Collected data entries
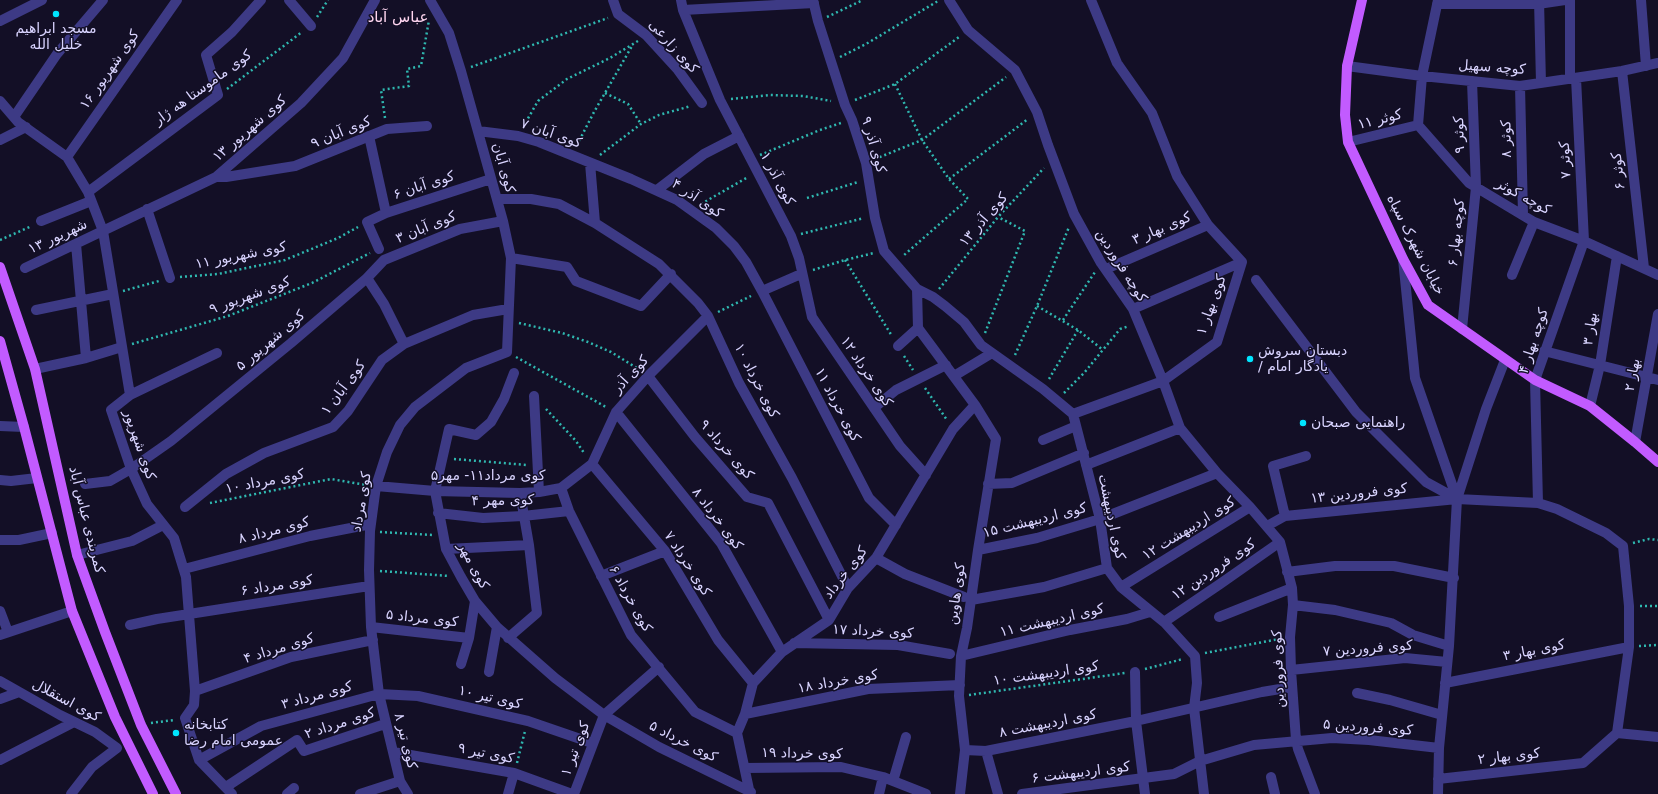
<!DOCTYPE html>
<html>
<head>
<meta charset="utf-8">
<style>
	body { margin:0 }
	canvas { display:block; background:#130f26 }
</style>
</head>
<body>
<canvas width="1658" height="794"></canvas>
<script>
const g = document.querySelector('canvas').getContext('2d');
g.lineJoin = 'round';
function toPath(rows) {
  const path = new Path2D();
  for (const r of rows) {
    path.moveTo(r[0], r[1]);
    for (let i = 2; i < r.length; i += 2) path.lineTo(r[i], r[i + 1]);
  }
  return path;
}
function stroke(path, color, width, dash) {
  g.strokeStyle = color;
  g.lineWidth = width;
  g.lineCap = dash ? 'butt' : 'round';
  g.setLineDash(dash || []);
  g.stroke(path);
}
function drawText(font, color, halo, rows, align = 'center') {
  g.font = font + ' "DejaVu Sans",Cairo,sans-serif';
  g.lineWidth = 3;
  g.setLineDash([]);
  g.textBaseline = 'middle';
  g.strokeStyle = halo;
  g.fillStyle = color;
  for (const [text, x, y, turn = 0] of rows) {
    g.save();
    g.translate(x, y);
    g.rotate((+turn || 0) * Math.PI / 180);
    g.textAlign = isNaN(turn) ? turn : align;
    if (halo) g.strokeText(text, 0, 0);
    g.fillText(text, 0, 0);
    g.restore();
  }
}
stroke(toPath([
	[317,17,328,0],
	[827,17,863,0],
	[840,57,866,44,938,1],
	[471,67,608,18],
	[895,84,922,140,949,179,968,199,903,256],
	[227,89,302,32],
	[605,93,628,104,641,124],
	[731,99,770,95,803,96,831,101],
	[855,100,895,84,959,37],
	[385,118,381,90,409,86,407,69,421,66,429,20],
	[523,127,538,101,567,79,610,58,638,41],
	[577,145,594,112,632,46],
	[600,155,641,124,659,115,691,106],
	[760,155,820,130,841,123],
	[875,159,922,140,1006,77],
	[949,179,1028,119],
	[807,198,858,182],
	[701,204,748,177],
	[801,234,864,218],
	[0,240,32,226],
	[845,260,892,336],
	[813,270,845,260,874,253],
	[180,277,218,274,285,260,338,238,358,227],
	[939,289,998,217,1044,168],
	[123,291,159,281],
	[1037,306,1078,330,1103,350],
	[718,312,751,296],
	[1063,320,1095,272],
	[519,323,562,333,588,342,611,352,640,370],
	[985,333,1025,231,998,217],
	[132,344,228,316,312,283,370,253],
	[1015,355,1037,306,1069,227],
	[904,356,913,370],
	[516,357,606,407],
	[1049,379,1078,330],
	[925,388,947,420],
	[1064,393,1084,373,1120,329,1129,326],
	[546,409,576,441,584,453],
	[454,459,527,465],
	[210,503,331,479,366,485],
	[380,532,433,535],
	[1633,543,1649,539,1658,540],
	[380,571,449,576],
	[1640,606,1658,606],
	[1639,646,1658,645],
	[1205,653,1279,639],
	[1145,669,1183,659],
	[969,695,1125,673],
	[151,723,174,720],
	[517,763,525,731]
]), '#2fb8b0', 2.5, [2, 3]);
stroke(toPath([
	[289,0,311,26],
	[613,0,618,14,646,35,678,70,702,103],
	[681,0,683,10,720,100,791,236,799,258,812,317,900,446,926,475],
	[813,0,818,21,845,105,852,120,866,163,875,218,884,251,917,289,933,297,945,306,964,322,981,345,1043,389,1073,414,1100,519,1107,568,1121,587,1164,622,1195,656,1197,683,1194,708,1204,794],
	[949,0,968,30,1015,70,1037,112,1048,145,1074,214,1101,263,1133,309,1163,381,1180,428,1217,473,1250,507,1280,542,1292,588,1293,605,1290,637,1291,670,1296,740,1298,749,1315,794],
	[1091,0,1117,63,1152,113,1177,176,1208,225,1242,262],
	[1539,0,1541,83],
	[1641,0,1646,66],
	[1437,4,1538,4,1565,0],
	[683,10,814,3],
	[0,21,42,0],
	[1347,66,1422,76,1520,86,1622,71,1658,63],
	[1622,71,1644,268],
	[1570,79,1570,0],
	[1520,86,1523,215],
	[0,101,18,122,67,157,88,192,103,231,130,395,111,410,131,469,147,504,174,538,186,577,195,691,194,705,185,718,199,760,232,794],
	[14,117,57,54,103,0],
	[1418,125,1469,183,1534,222,1584,241,1658,275],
	[1418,125,1422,76,1438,0],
	[478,131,518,136,539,142,631,179,677,200,716,228,734,246,746,262,762,291,869,498,896,525],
	[369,136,386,213],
	[0,140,26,127],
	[1348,142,1418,125],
	[67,157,177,0],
	[590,163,595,223],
	[216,177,226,177,295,166,387,129,427,126],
	[657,190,704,154,739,136],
	[88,192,218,95,206,55,232,32,261,0],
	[497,199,531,199,559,204,595,223,659,264,698,303,708,316,739,383,792,478,848,588],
	[147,209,170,278],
	[41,221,91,201],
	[76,244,86,358],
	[379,249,367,222,386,213,491,179],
	[511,258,567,267,576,281,641,306,671,274],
	[1403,259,1415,378,1457,499,1449,646,1439,748,1438,794],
	[25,268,216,177,301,103,343,58,375,0],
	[1106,269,1208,225],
	[1512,275,1534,222],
	[367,278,384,260,460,229,503,221],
	[1256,280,1356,412,1426,482,1457,499],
	[917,289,918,328,975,405,996,439,978,550,967,628,961,656,959,696,965,750,960,794],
	[762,291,801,274],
	[1133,309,1242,262],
	[36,310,113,294],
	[1462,329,1476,187,1472,81],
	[898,346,918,328],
	[1544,351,1658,380],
	[35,369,86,358,122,347],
	[514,373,504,399,491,422,476,435,449,429,435,491,446,549,461,577,475,601,497,627,555,678,604,715,659,747,751,792],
	[648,376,695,437,747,497,768,503,829,620],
	[954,376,992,353],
	[130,395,217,353],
	[534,396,539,492],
	[1590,406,1600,365,1617,256],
	[874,408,896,390,946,365],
	[616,412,721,543,782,652],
	[1073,414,1163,381,1217,342,1242,262],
	[0,426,24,427],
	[1043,440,1076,426],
	[1635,442,1658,314],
	[592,464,665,551,718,640,753,683],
	[1086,465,1180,428],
	[0,480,11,481,37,478],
	[85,484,110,481,131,469,171,441,291,343,367,278,384,304,404,344],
	[988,484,1012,483,1084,453],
	[376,486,435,491,520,493,539,492,561,488,592,464,616,412,648,376,708,316],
	[561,488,569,511,631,635,695,712,737,733],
	[1457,499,1486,409,1505,360],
	[1538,503,1535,380,1584,241,1576,78],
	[185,507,226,474,264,453,333,427,348,411,382,360,404,344,473,315,508,309],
	[438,513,483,518,523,516,569,511],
	[1285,516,1273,466,1306,456],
	[1267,526,1285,516,1457,499,1538,503,1557,509,1606,533,1623,546,1629,606,1629,647,1617,733,1583,763,1438,779],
	[0,540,19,540,52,533],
	[446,549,529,545],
	[978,550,1037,538,1100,519,1217,473],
	[77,555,132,541,163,525],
	[876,558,905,574,964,597],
	[184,569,310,536,371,524],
	[1287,572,1335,566,1394,566,1454,578],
	[601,576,665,551],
	[1121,587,1250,507],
	[971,600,1044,587,1107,568],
	[1293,605,1335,610,1391,623,1413,635,1449,646],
	[0,611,8,632],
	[1219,617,1292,588],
	[1164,622,1220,584,1280,542],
	[130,625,157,619,369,586],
	[371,627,469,638],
	[0,635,72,611],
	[508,638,537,613,529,545,520,493],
	[794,643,898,645,950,654],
	[961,656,1070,630,1127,619,1150,612],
	[461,664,469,638,475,601],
	[1291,670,1405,658,1447,662],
	[489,672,497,627],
	[1135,672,1136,721,1145,794],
	[0,681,60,715,95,732,117,748,92,767,71,794],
	[1445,683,1629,647],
	[195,691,291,657,373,640],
	[1357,693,1390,700,1442,715],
	[0,699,19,692],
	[745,714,868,689,960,685],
	[1617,733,1658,737],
	[965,750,986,751,1136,721,1262,692,1292,687],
	[986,751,998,794],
	[393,752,514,773,572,794],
	[0,760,74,722],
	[199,760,261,726,379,694,418,696,528,721,592,743],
	[745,768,841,767,883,777,926,794],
	[1271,777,1275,794],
	[893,781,906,737],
	[226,787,297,740,304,751,385,724],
	[287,794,294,788],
	[360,794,400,781],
	[408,794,400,781,379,694,371,627,369,570,370,531,376,486,387,452,400,425,415,407,466,368,507,352,511,258,503,221,461,71,449,33,430,0],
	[508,794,514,773],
	[574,794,604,715,659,667],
	[750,794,737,733,745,714,753,683,782,652,829,620,848,588,876,558,953,429,975,405],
	[879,794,883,777],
	[1022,794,1174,774,1200,761,1254,745,1332,738,1369,740,1439,748]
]), '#3d3a85', 10);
stroke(toPath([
	[1362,0,1347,66,1345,115,1348,142,1403,259,1428,305,1535,380,1590,406,1635,442,1658,462],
	[0,267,35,369,77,555,105,632,141,725,176,794],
	[0,341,24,427,72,611,115,717,153,794]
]), '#c25bff', 10);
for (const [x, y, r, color] of [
	[56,14,4,"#00e5ff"],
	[1250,359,4,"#00e5ff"],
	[1303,423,4,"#00e5ff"],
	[176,733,4,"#00e5ff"]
]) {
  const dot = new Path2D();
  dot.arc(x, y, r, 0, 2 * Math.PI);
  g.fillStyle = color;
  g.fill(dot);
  stroke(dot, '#130f26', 1.5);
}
drawText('14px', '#d9d4ff', '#130f26', [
	["مسجد ابراهیم",56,29,"center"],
	["خلیل الله",56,45,"center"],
	["دبستان سروش",1258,351],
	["/ یادگار امام",1258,367],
	["راهنمایی صبحان",1311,423],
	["کتابخانه",184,725],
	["عمومی امام رضا",184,741]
], 'left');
drawText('14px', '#d9d4ff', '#130f26', [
	["کوی زارعی",673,47,48],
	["کوچه سهیل",1492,68,4],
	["کوی شهریور ۱۶",110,70,-55],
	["کوی ماموستا هه ژار",203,88,-36],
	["کوثر ۱۱",1380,120,-14],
	["کوی شهریور ۱۳",250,129,-41],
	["کوی آبان ۹",341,133,-22],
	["کوی آبان ۷",551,134,19],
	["کوثر ۹",1460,135,-92],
	["کوثر ۸",1507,139,-91],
	["کوی آذر ۹",873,145,74],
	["کوثر ۷",1566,160,-93],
	["کوی آبان",503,168,74],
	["کوثر ۶",1619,171,-96],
	["کوی آذر ۱",777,179,62],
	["کوی آبان ۶",424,186,-18],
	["کوچه کوثر",1523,197,29],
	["کوی آذر ۴",697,199,34],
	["کوی آذر ۱۳",984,220,-49],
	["کوی آبان ۳",426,228,-22],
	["کوی بهار ۳",1162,229,-23],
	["کوچه بهار ۶",1457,233,-84],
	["شهریور ۱۳",58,237,-25],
	["خیابان شهرک سپاه",1415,245,63],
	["کوی شهریور ۱۱",241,256,-11],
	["کوچه فروردین",1121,266,58],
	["کوی شهریور ۹",250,296,-20],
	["کوی بهار ۱",1212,305,-70],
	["بهار ۳",1591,329,-81],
	["کوی شهریور ۵",271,341,-40],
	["کوچه بهار ۴",1534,341,-72],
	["کوی خرداد ۱۲",866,372,56],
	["کوی آذر",631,375,-47],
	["بهار ۲",1633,375,-79],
	["کوی خرداد ۱۰",756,381,63],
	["کوی آبان ۱",344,388,-53],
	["کوی خرداد ۱۱",837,405,62],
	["کوی شهریور",139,445,71],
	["کوی خرداد ۹",726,450,49],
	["کوی مرداد۱۱- مهر۵",488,476],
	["کوی مرداد ۱۰",265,482,-11],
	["کوی فروردین ۱۳",1359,494,-6],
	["کوی مهر ۴",503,501,-1],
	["کوی مرداد",362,502,-80],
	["کوی اردیبهشت",1111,517,78],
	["کوی خرداد ۸",717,519,53],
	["کمربندی عباس آباد",86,520,76],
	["کوی اردیبهشت ۱۵",1035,521,-14],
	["کوی اردیبهشت ۱۲",1189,529,-32],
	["کوی مرداد ۸",274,531,-14],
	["کوی خرداد ۷",687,564,57],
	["کوی مهر",473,566,62],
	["کوی فروردین ۱۲",1214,570,-34],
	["کوی خرداد",846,573,-52],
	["کوی مرداد ۶",277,586,-9],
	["کوی هاوین",957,594,-82],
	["کوی خرداد ۶",630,599,61],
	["کوی مرداد ۵",422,619,6],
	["کوی اردیبهشت ۱۱",1052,621,-13],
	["کوی خرداد ۱۷",873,632,3],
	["کوی مرداد ۴",279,649,-17],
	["کوی فروردین ۷",1368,649,-4],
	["کوی بهار ۳",1534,651,-11],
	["کوی فروردین",1279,669,-92],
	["کوی اردیبهشت ۱۰",1046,674,-8],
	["کوی خرداد ۱۸",838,682,-10],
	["کوی مرداد ۳",317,696,-15],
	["کوی تیر ۱۰",490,698,13],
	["کوی استقلال",66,701,28],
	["کوی مرداد ۲",340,724,-18],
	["کوی اردیبهشت ۸",1048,724,-11],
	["کوی فروردین ۵",1368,728,4],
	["کوی تیر ۸",405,741,76],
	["کوی خرداد ۵",683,742,27],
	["کوی تیر ۱",576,749,-69],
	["کوی تیر ۹",486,754,11],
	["کوی خرداد ۱۹",802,754,1],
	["کوی بهار ۲",1509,757,-6],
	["کوی اردیبهشت ۶",1081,773,-7]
]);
drawText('15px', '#ffd6f0', '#130f26', [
	["عباس آباد",398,18]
]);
</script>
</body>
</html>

Problem
Your reply should consist solely of the number of lines above that contain the word "halo".

Response box
3